Selon l’ex-ambassadeur David Mulroney, la perspective de nombreux Canadiens envers la Chine a possiblement changé notamment en raison des violations des droits de la personne contre la communauté ouïghoure du Xinjiang ainsi qu’en raison du traitement réservé aux détenus canadiens.

Mais peu importe la décision rendue à Vancouver, elle n’aura que très peu d’impact sur la perspective de la Chine envers le Canada, croit-il.

« La Chine a toujours vu le Canada comme un petit pays, une dépendance des États-Unis, un pays dans lequel elle a quelques intérêts, mais pas un pays qui devrait arrêter quelqu’un vu virtuellement comme une princesse par la société chinoise. »

Yves Tiberghien, directeur et professeur de l’Institut de recherche asiatique et de science politique de l’Université de la Colombie-Britannique, considère que le Canada est l’un des nombreux pays à s’être fait prendre dans une affaire d’extradition impliquant les États-Unis au cours des dernières années.

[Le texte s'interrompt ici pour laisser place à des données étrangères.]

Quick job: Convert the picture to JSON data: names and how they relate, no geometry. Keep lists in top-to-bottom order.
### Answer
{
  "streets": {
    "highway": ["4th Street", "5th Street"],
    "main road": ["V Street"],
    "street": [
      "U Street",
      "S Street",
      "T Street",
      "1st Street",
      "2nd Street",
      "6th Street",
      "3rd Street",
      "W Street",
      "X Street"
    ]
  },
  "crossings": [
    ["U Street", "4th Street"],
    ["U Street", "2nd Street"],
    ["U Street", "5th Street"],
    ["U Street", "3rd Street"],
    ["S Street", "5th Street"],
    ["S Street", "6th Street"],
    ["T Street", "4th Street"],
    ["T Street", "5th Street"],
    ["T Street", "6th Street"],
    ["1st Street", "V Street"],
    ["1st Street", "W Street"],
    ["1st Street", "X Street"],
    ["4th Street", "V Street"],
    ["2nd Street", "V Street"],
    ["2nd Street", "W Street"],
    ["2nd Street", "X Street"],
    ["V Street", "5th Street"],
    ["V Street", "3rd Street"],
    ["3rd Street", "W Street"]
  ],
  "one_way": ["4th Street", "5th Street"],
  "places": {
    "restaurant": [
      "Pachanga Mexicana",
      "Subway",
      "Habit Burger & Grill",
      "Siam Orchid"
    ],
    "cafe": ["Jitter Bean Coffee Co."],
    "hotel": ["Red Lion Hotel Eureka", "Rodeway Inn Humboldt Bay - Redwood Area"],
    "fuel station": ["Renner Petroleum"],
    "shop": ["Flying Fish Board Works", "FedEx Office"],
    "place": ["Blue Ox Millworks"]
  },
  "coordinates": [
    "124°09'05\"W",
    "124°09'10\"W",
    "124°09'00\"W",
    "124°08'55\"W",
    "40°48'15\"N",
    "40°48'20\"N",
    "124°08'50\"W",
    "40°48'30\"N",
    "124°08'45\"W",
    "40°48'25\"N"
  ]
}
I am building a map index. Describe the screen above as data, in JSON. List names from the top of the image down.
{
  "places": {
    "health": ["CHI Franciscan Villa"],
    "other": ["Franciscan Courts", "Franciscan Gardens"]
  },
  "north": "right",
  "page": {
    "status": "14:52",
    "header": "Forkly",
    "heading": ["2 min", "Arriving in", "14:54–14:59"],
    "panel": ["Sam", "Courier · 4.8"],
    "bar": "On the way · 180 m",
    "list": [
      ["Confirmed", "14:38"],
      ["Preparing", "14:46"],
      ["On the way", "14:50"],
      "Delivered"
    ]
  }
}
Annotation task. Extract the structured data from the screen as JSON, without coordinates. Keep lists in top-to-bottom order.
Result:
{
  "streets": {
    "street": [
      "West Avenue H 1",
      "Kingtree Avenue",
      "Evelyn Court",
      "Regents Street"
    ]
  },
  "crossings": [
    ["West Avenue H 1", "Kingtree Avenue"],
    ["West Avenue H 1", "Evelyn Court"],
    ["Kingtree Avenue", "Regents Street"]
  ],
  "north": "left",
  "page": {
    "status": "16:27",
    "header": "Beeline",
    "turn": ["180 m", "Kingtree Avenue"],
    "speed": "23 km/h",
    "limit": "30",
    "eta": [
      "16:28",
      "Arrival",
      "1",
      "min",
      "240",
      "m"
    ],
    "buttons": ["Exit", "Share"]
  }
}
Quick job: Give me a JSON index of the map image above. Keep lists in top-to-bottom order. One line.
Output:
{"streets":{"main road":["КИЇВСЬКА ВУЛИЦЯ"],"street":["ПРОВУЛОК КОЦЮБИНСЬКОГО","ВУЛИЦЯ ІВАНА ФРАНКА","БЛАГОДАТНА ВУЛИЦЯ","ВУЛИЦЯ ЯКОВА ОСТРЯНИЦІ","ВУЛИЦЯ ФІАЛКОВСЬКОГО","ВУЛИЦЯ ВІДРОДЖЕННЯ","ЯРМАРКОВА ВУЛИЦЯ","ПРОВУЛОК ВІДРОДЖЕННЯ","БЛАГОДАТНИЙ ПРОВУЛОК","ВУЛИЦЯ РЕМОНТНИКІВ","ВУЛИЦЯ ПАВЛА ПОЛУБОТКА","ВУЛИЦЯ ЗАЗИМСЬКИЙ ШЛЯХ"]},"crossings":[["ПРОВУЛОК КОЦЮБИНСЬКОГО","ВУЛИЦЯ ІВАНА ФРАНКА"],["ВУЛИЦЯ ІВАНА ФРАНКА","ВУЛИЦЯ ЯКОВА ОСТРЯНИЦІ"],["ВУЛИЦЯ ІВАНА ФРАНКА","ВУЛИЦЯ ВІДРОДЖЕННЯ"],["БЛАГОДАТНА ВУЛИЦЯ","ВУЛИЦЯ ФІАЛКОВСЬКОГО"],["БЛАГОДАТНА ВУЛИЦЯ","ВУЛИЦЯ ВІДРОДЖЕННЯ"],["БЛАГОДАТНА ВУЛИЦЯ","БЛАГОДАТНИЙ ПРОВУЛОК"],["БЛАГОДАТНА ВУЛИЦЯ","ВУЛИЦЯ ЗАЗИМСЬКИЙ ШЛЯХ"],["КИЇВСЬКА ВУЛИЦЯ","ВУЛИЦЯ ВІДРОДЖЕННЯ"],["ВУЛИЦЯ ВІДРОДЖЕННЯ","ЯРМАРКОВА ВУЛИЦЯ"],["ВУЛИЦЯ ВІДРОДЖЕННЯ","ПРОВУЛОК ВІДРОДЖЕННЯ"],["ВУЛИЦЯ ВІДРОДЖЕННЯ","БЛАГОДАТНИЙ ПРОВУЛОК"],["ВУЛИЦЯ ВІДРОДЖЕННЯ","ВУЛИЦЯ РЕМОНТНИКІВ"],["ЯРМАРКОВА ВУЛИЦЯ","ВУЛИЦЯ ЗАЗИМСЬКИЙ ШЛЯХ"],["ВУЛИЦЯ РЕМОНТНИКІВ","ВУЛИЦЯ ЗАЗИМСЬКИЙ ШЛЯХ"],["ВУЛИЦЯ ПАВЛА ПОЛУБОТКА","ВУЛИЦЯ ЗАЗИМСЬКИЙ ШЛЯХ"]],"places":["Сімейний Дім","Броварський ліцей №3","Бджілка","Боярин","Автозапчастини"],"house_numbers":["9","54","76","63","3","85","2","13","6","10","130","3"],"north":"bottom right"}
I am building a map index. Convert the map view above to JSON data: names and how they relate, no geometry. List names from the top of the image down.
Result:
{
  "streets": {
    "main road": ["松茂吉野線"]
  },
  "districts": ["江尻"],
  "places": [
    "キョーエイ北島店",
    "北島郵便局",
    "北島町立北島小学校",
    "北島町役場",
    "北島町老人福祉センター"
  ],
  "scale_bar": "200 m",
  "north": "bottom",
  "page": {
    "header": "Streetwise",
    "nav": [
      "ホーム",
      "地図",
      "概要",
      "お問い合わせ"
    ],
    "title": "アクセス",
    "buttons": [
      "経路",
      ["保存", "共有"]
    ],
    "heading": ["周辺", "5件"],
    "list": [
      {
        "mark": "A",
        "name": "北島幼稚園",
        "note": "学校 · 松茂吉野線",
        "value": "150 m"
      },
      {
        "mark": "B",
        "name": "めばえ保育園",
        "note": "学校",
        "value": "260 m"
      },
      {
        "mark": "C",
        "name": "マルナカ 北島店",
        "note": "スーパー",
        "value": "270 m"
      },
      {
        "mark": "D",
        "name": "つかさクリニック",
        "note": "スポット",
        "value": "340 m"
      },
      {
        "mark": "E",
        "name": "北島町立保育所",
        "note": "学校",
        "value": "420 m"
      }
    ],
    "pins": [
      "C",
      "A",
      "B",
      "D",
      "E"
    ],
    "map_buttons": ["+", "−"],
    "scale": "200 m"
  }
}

Peu importe la décision, il s’agit d’une occasion de démontrer la force d’une justice indépendante. Si la décision est favorable à Mme Meng, cela n’aura aucun impact sur les relations Canada–États-Unis en raison du respect mutuel pour la règle de droit, dit-il.

Le meilleur scénario serait de démontrer au monde que notre système judiciaire est impartial et que toute l’esbroufe et la colère étaient inutiles.